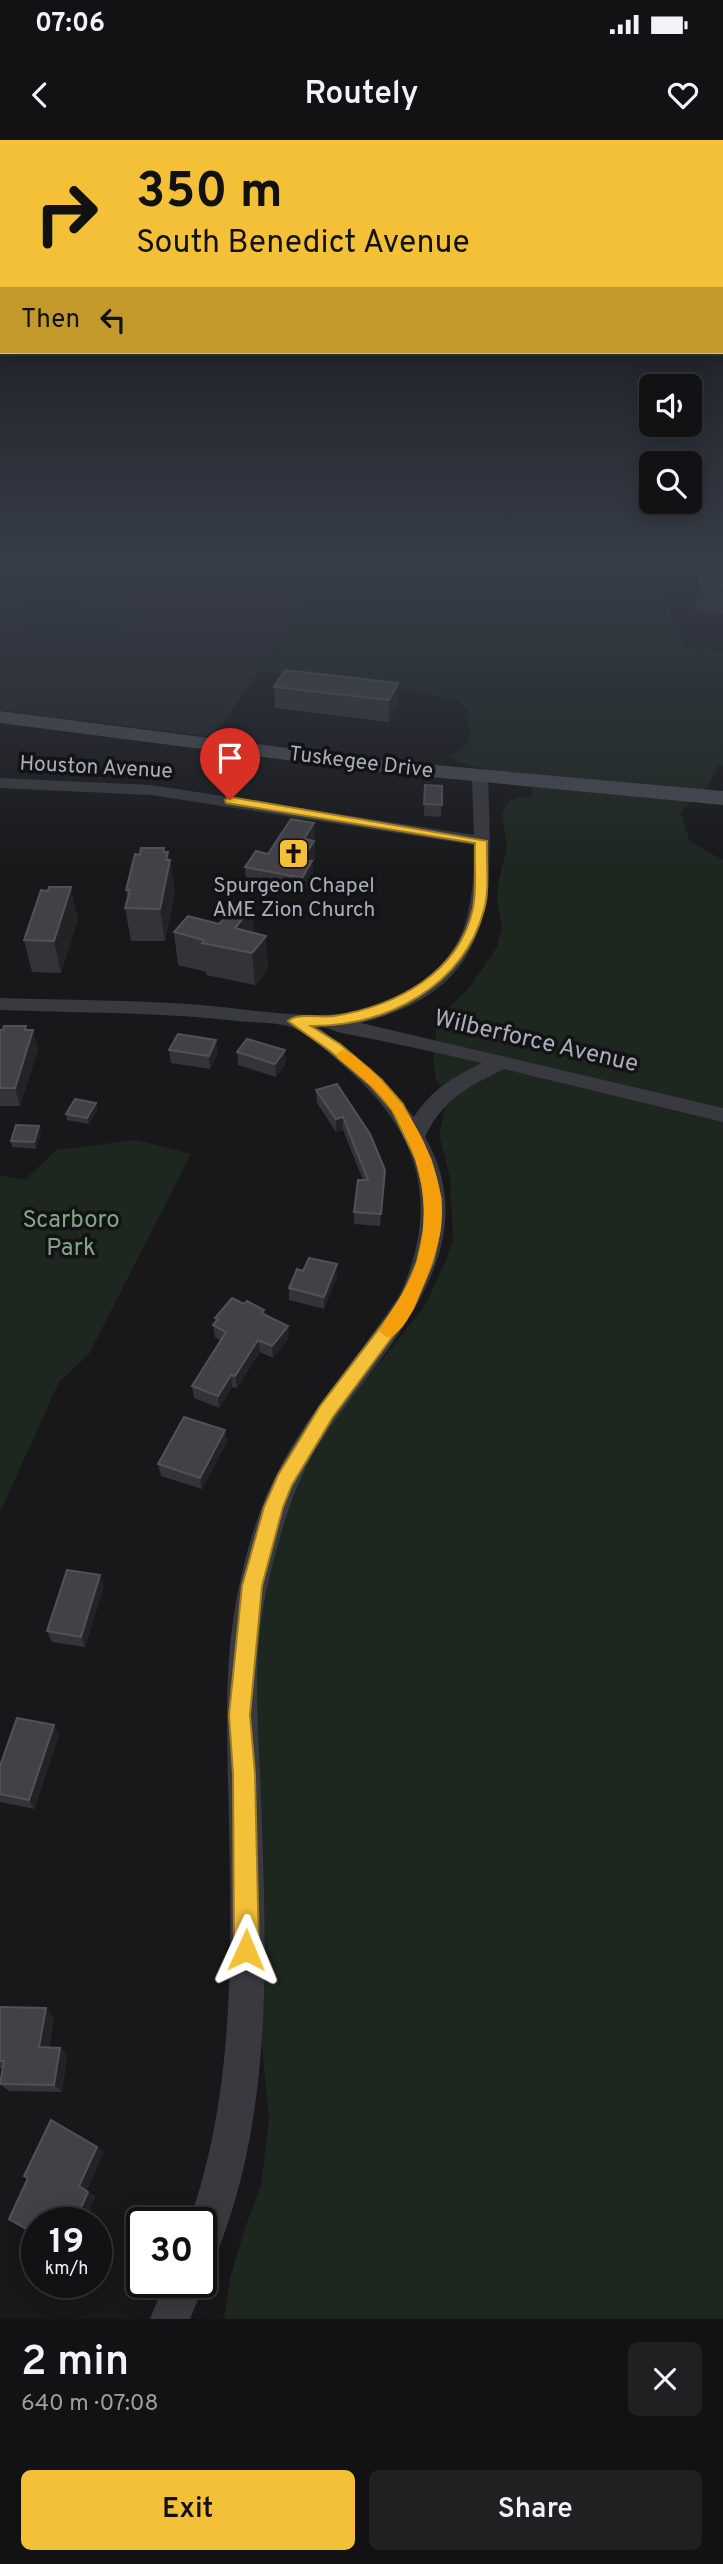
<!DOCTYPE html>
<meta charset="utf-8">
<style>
body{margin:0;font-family:Overpass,sans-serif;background:#1f2022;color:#f1f3f6;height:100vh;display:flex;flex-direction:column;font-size:26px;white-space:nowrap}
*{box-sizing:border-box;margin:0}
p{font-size:23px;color:#9c9ea0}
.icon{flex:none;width:38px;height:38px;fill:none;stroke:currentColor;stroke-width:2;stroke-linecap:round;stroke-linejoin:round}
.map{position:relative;height:2179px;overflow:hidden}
.sheet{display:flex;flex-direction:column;background:#121214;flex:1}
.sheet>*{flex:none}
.banner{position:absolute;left:0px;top:0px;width:724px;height:214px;box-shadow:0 4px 18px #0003,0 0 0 2px #313234;background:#f4c037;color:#111;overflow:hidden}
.tools{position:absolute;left:639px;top:234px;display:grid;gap:14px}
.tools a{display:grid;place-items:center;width:63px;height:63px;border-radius:10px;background:#121214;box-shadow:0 4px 18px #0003,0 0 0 2px #313234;font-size:35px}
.speed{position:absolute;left:21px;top:2067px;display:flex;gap:14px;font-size:35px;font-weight:700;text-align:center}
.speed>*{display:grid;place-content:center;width:91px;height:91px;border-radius:50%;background:#121214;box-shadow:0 4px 18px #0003,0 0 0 2px #313234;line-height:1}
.speed small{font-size:18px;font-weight:400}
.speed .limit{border:4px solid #111;border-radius:10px;background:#fff;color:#111}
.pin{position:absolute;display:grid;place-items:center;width:60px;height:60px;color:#fff;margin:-72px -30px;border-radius:50% 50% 50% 0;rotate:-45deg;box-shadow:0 0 7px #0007}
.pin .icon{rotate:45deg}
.me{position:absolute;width:77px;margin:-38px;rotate:1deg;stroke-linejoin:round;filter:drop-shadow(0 0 5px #0008)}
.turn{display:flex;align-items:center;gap:24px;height:147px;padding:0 21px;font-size:32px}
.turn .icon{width:91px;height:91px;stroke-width:2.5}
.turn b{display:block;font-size:49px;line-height:60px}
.then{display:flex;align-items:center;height:66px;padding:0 21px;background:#0003;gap:14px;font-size:26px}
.round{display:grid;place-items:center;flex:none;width:74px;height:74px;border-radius:10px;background:#1f2022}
.headline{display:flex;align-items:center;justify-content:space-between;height:119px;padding:0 21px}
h1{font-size:42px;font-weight:600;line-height:52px}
.action{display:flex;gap:14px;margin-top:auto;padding:14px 21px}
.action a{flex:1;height:80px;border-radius:10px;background:#f4c037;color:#111;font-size:28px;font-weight:600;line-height:80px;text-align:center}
.action a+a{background:#1f2022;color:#f1f3f6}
.status{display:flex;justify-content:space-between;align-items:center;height:49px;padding:0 35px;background:#121214;direction:ltr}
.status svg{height:19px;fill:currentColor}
header{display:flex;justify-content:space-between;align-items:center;height:91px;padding:0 21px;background:#121214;font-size:32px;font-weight:600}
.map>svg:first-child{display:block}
.built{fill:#242427}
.green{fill:#1e2620}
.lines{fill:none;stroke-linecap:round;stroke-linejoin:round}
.street{fill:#393a3f;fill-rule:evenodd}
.secondary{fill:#47494f;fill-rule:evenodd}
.wall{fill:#343438}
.shaded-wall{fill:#232326}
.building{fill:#414146;stroke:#515258;stroke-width:2}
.route{fill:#f4c037;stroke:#9f7d24;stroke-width:2}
.slow{fill:#f59e0b}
.labels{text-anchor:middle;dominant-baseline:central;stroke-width:7;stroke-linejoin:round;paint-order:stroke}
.far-street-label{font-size:21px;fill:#aaaeba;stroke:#131315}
.far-poi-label{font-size:21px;fill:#aaaeba;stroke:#131315}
.street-label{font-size:24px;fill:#aaaeba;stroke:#131315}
.park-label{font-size:24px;fill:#81a586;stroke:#131315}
</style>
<div class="status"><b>07:06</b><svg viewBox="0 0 49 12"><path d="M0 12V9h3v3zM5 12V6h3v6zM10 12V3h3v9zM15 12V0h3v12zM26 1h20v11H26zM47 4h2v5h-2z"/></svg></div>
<header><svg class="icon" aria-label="back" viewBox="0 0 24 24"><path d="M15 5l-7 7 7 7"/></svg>Routely<svg class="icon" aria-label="heart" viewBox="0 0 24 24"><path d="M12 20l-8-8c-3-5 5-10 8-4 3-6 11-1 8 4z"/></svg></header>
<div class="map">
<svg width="723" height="2179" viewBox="0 0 723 2179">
<rect width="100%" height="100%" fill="#18181a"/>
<path class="built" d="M 0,427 L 285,427 L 329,431 L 213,597 L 0,570 Z"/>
<path class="green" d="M 200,427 L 668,427 C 665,457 668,482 686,506 L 723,512 L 723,625 L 719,625 L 706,648 L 680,672 L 690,702 L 723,720 L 723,2179 L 224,2179 L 230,2138 L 246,2085 L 261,2046 L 269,1979 L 258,1866 L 255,1567 L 260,1466 L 281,1388 L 302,1335 L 331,1284 L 424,1167 L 444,1125 L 453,1101 L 450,1039 L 439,994 L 448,954 L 436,939 L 433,923 L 437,879 L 469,848 L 497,807 L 502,787 L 497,764 L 498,742 L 507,708 L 502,673 L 508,662 L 520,657 L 532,659 L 533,635 C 514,631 462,631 451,615 L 466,605 L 470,596 L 467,569 L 458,561 L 406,549 L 258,531 L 293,490 L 297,479 L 292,476 L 323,434 L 315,429 L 259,433 Z
M 45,458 L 117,466 L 132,472 L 133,478 C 118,500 24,493 6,478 L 6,472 L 19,463 Z
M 136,1000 L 191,1014 L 89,1214 L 59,1242 L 0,1372 L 0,1035 L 25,1040 L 56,1010 Z"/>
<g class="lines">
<path class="street" d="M 480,632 L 488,637 C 492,755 500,848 361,883 L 723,968 L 723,982 L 504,929 C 469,946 442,960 425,997 C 493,1116 375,1215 318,1306 C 293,1347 280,1393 269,1439 C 251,1512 258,1583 261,1657 C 266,1810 275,1973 215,2118 L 201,2124 L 201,2082 L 189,2082 C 234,1956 232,1817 229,1684 C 227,1573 220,1495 255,1386 C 286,1291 348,1235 400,1154 C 441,1064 420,992 346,928 C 331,915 310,894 291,887 C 276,882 254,883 238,881 C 159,872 79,873 0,870 L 0,858 C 67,860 135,860 201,865 C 247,869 292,878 339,874 C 390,871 450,834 465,784 C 473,758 474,731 474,705 L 151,655 L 0,648 L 0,638 L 151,645 L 474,695 L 472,637 ZM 318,887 C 329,887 332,891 342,893 C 389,902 435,912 482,923 C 453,937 431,950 414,977 L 372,929 Z
M 201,2133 L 205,2142 L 190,2179 L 150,2179 L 165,2142 L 201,2142 Z"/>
<path class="secondary" d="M 0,571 L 379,620 L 723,651 L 723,665 L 379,632 L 0,583 Z"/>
</g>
<path class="wall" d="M 723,427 L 723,474 L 695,470 L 700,443 Z
M 398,543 L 397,564 L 389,582 L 275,568 L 274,547 Z
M 425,645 L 442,646 L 441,677 L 424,676 Z
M 315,701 L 315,719 L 312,722 L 313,739 L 303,756 L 246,745 L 245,727 L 268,714 Z
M 164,712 L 169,720 L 170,720 L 175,752 L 165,801 L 131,801 L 125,768 L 128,760 L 126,750 Z
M 78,779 L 61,833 L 32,832 L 24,800 Z
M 174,792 L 254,793 L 268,829 L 255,845 L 206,835 L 206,832 L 178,825 Z
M 0,890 L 33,890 L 38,909 L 20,966 L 0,966 Z
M 216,900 L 218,912 L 210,929 L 171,923 L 169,910 Z
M 237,912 L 286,923 L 276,937 L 238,925 Z
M 337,944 L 385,1030 L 380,1086 L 354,1084 L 354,1072 L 363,1040 L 343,990 L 336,992 L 317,963 L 316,950 Z
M 96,963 L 97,970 L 89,984 L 67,980 L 66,974 Z
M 39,986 L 41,992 L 36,1009 L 12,1007 L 11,1001 Z
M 337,1124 L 337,1137 L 324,1169 L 289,1160 L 289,1148 L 303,1131 Z
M 244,1164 L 264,1170 L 265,1175 L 289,1198 L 273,1218 L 260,1212 L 237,1248 L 232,1247 L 219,1268 L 194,1258 L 192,1246 L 221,1201 L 215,1197 L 213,1185 L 216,1182 L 215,1178 Z
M 225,1290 L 227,1302 L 202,1349 L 161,1336 L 158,1324 Z
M 104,1446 L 85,1507 L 52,1502 L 47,1491 Z
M 54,1585 L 59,1595 L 34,1669 L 0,1662 L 0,1626 Z
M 0,1867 L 54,1877 L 49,1907 L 60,1908 L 67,1915 L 62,1952 L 9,1951 L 0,1944 L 3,1929 L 0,1928 Z"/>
<path class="shaded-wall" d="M 398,543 L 397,564 L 389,582 L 389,560 Z
M 314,683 L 315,719 L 312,722 L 313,739 L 303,756 L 302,720 L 304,699 Z
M 164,708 L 167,734 L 166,720 L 168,712 L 170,723 L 170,720 L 175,752 L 165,801 L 160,769 Z
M 71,747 L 78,779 L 61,833 L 54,801 Z
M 252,767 L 255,800 L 235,788 Z
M 266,796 L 268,829 L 255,845 L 252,813 Z
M 26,886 L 30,901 L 33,890 L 38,909 L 20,966 L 15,948 Z
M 216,900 L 218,912 L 210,929 L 209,916 Z
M 285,910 L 286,923 L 276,937 L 275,924 Z
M 96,963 L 97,970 L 89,984 L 87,978 Z
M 343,977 L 343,990 L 336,992 L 336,979 Z
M 39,986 L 41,992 L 36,1009 L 34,1002 Z
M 385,1030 L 385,1043 L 380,1086 L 381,1074 Z
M 337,1124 L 337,1137 L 324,1169 L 324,1157 Z
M 288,1186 L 289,1198 L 273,1218 L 272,1206 Z
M 258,1200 L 260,1212 L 237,1248 L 235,1236 Z
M 231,1235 L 232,1247 L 219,1268 L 218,1256 Z
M 225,1290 L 227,1302 L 202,1349 L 200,1338 Z
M 100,1435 L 104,1446 L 85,1507 L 81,1497 Z
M 54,1585 L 59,1595 L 34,1669 L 29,1660 Z
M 46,1868 L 54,1877 L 47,1915 L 39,1907 Z
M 60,1908 L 67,1915 L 62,1952 L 54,1945 Z
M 97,2007 L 104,2012 L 87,2051 L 79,2046 Z
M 88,2052 L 96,2056 L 85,2080 L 77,2076 Z
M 68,2071 L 76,2075 L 72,2082 L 63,2082 Z"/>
<path class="building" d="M 704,427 L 723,427 L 723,446 L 700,443 Z
M 285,530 L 398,543 L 389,560 L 274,547 Z
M 425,645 L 442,646 L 442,665 L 424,664 Z
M 291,679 L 314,683 L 304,699 L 314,701 L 302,720 L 312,721 L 302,738 L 245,727 L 256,711 L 268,714 Z
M 141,708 L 164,708 L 163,712 L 168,712 L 166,720 L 170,720 L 160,769 L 125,768 L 130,750 L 126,750 L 135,714 L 140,715 Z
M 49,747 L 71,747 L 54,801 L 24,800 L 41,750 L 48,751 Z
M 243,759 L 252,767 L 235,788 L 266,796 L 252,813 L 202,803 L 204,800 L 174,792 L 188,776 L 219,784 Z
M 4,886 L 26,886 L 25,890 L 33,890 L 15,948 L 0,948 L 0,890 L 3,890 Z
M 178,894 L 216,900 L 209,916 L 169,910 Z
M 247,899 L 285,910 L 275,924 L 237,912 Z
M 337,944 L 370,994 L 385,1030 L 381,1074 L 354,1072 L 358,1040 L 368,1040 L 343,977 L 336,979 L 316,950 Z
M 75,959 L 96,963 L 87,978 L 66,974 Z
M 16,985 L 39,986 L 34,1002 L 11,1001 Z
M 309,1118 L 337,1124 L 324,1157 L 289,1148 L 297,1129 L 303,1131 Z
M 232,1158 L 244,1164 L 247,1161 L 264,1170 L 261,1173 L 288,1186 L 272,1206 L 258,1200 L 235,1236 L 231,1235 L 218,1256 L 192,1246 L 226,1192 L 213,1185 L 218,1179 L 215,1178 Z
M 184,1277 L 225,1290 L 200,1338 L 158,1324 Z
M 67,1430 L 100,1435 L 81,1497 L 47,1491 Z
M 17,1578 L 54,1585 L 29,1660 L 0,1654 L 0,1626 Z
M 0,1867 L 46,1868 L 39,1907 L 60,1908 L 54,1945 L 0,1944 L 4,1921 L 0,1921 Z
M 51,1980 L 97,2007 L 79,2046 L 88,2052 L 77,2076 L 68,2071 L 63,2082 L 37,2082 L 37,2095 L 9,2079 L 28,2038 L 24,2036 Z"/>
<linearGradient id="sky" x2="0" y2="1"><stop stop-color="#0d0d0e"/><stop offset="0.58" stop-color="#373d49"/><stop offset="1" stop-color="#373d49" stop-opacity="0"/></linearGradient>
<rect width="723" height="732" fill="url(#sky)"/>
<path class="route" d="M 230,657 L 487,701 C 486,722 490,749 484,770 C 463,847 387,886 311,886 L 340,904 L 381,939 L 403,964 L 431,1020 L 441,1059 L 440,1090 L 433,1122 L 413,1169 L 333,1277 L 292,1345 L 283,1367 L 262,1446 L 250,1575 L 255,1634 L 259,1810 L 255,1819 L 246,1822 L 238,1819 L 234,1810 L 233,1634 L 229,1575 L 242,1446 L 264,1367 L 278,1335 L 320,1266 L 400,1161 L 417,1122 L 424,1090 L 426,1059 L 416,1020 L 392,970 L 371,946 L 330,911 L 288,881 C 297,872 321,878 334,876 C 395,866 459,834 473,768 C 477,748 474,724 475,703 L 226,663 L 225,660 Z"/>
<path class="slow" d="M 343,910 C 352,912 358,920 365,925 C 404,959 433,1006 441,1057 C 446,1091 432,1126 419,1156 C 414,1169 402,1194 388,1198 L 379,1191 C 392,1167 410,1147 417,1120 C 432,1068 421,1016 392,970 C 379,950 357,934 338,918 L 336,914 Z"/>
<defs>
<symbol id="church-square" viewBox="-11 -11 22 22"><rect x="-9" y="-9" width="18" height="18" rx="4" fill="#f4c037" stroke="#131315"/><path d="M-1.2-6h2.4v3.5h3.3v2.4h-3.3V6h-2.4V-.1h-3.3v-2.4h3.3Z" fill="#111"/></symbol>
</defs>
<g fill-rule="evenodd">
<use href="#church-square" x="276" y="696" width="35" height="35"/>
</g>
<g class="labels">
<g class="far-street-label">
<text transform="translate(361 623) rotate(7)">Tuskegee Drive</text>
<text transform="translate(96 628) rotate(3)">Houston Avenue</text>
</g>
<g class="far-poi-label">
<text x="294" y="746">Spurgeon Chapel<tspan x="294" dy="24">AME Zion Church</tspan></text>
</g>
<g class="street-label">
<text transform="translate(536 902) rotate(13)">Wilberforce Avenue</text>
</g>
<g class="park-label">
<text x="71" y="1081">Scarboro<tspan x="71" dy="28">Park</tspan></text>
</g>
</g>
</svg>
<div class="tools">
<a><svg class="icon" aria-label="sound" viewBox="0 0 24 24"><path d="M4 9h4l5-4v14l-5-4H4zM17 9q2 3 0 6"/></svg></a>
<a><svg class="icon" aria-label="search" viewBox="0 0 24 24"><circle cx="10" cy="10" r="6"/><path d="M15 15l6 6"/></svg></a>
</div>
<div class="speed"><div>19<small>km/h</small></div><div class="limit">30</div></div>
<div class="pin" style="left:230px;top:660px;background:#d93025"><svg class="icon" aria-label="arrive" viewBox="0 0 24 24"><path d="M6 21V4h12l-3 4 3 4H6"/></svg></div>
<svg class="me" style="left:246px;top:1810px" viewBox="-20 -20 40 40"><path d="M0-17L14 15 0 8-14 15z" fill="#f4c037" stroke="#fff" stroke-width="4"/></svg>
<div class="banner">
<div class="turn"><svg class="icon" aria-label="right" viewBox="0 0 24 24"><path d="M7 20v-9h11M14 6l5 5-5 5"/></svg><div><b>350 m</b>South Benedict Avenue</div></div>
<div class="then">Then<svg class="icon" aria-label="left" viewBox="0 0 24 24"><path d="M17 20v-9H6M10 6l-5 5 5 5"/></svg></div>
</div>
</div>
<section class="sheet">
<div class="headline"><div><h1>2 min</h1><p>640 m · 07:08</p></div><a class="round"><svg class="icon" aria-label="close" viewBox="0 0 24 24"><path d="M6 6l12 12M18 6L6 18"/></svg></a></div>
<div class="action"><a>Exit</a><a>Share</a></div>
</section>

**Exercise directions**
The answer consists of every line above in which the word "linecap" occurs.

**Exercise solution**
.icon{flex:none;width:38px;height:38px;fill:none;stroke:currentColor;stroke-width:2;stroke-linecap:round;stroke-linejoin:round}
.lines{fill:none;stroke-linecap:round;stroke-linejoin:round}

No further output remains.